Sec. 511.77  Grant closeout.

    (a) Each individual fiscal year rental rehabilitation grant will be 
closed out when all grant amounts for the grant to be closed out have 
been drawn down and expended for completed projects and/or 
administrative costs, or grant amounts not drawn down and expended have 
been deobligated by HUD.
* * * * *


Sec. 511.80  [Amended]

    14. In Sec. 511.80, paragraph (a) is amended by removing the phrase 
``In addition to reviewing grantee performance for purposes of making 
reallocations under Sec. 511.33,'' from the first sentence.


Sec. 511.81  [Amended]

    15. In Sec. 511.81, paragraph (b) is removed and reserved.


Sec. 511.82  [Amended]

    16. In Sec. 511.82, paragraph (c)(2) is removed and reserved, and 
the first sentence of paragraph (d) is removed.

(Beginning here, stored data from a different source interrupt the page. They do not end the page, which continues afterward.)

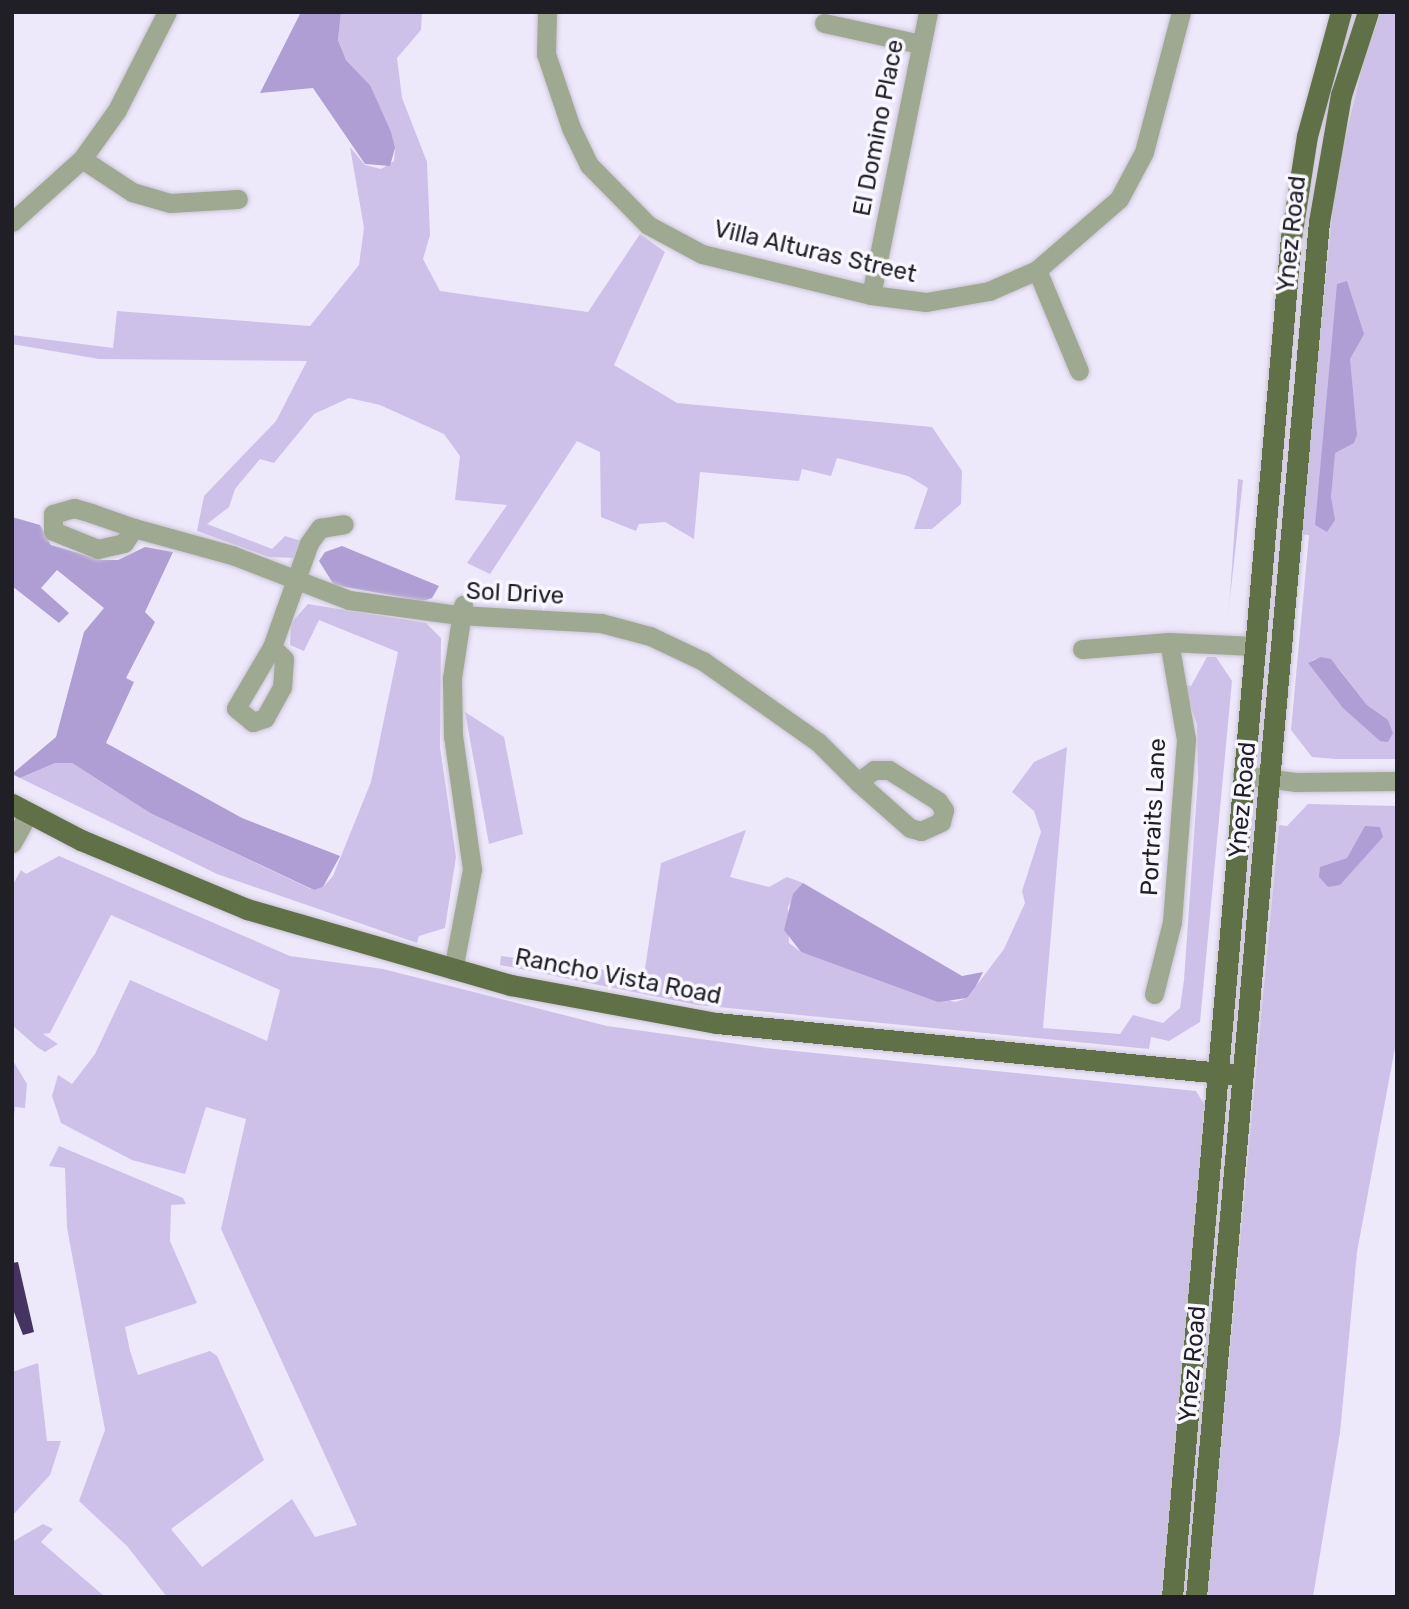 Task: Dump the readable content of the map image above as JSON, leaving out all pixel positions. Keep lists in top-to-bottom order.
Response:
{
  "streets": {
    "main road": ["Ynez Road", "Rancho Vista Road"],
    "street": [
      "El Domino Place",
      "Villa Alturas Street",
      "Sol Drive",
      "Portraits Lane"
    ]
  },
  "crossings": [
    ["El Domino Place", "Villa Alturas Street"],
    ["Ynez Road", "Rancho Vista Road"]
  ]
}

PART 590--URBAN HOMESTEADING

    17. The authority citation for part 590 continues to read as 
follows:

    Authority: 12 U.S.C. 1706e; 42 U.S.C. 3535(d).
    18. Section 590.1 is revised to read as follows:


Sec. 590.1  General.

    This part applies to the completion of activities remaining under 
the Urban Homesteading Program authorized under section 810(b) of the 
Housing and Community Development Act of 1974 (12 U.S.C. 1706e). 
Authority to reimburse Federal agencies for transfer of additional 
properties to LUHAs under this part was repealed effective October 1, 
1991.


Secs. 590.3, 590.9, 590.11, 590.13, 590.15, 590.17, 590.18, and 
590.21  [Removed and Reserved]

    19. Sections 590.3, 590.9, 590.11, 590.13, 590.15, 590.17, 590.18, 
and 590.21 are removed and reserved, and the first and second sentences 
of Sec. 590.19 are removed.


Sec. 590.5  [Amended]

    20. Section 590.5 is amended by removing the definitions of 
``Federally-owned property,'' ``FmHA,'' ``RTC,'' and ``VA.''


Sec. 590.7  [Amended]

    21. Section 590.7 is amended as follows:
    a. Paragraph (a) is removed and reserved;
    b. Paragraph (b)(6) is amended by removing the last two sentences;
    c. Paragraph (b)(8) is amended by removing the phrase ``consistent 
with the coordinated approach to neighborhood improvement'';
    d. Paragraph (c)(1) is amended by removing the second sentence, and 
to remove the phrase ``as described in Secs. 590.13-.15 of this part'' 
from the third sentence;
    e. Paragraph (c)(2)(i) is amended by removing the phrase ``VA, FmHA 
and RTC as described in Sec. 590.11(a)(7)'';
    f. Paragraph (c)(2)(iii) is revised; and
    g. Paragraphs (c)(3) and (c)(4) are removed, to read as follows:


Sec. 590.7  Program requirements.

* * * * *
    (c) * * *
    (2) * * *
    (iii) Designate, and enter into a written agreement with, a 
qualified community organization (as defined in the Act) to act as LUHA 
in accordance with this part.
    22. Section 590.23 is amended by revising paragraph (a), and by 
removing the last sentence of paragraph (c) and paragraph (d), to read 
as follows:


Sec. 590.23  Program close-out.

    (a) Initiation of close-out. The LUHA shall institute close-out 
procedures, as prescribed by HUD.
* * * * *
    23. In Sec. 590.29, paragraph (a) introductory text, paragraph 
(a)(4), and paragraph (c) are revised to read as follows: 

[[Page 7063]]



Sec. 590.29  HUD review of LUHA performance.

    (a) HUD may review the performance of each active LUHA as 
necessary, as determined by HUD, to determine whether:
* * * * *
    (4) The LUHA is making reasonable progress in moving properties 
through the stages of the homesteading process, including acquisition, 
homesteader selection, conditional conveyance, rehabilitation, and 
final conveyance.
* * * * *
    (c) LUHAs shall supply data and make available records necessary 
for HUD's monitoring of the LUHA's local urban homesteading program.


Sec. 590.31  [Removed and Reserved]

    24. In Sec. 590.31, paragraph (c) is removed and reserved.

    Dated: February 13, 1996.
Andrew M. Cuomo,
Assistant Secretary for Community Planning and Development.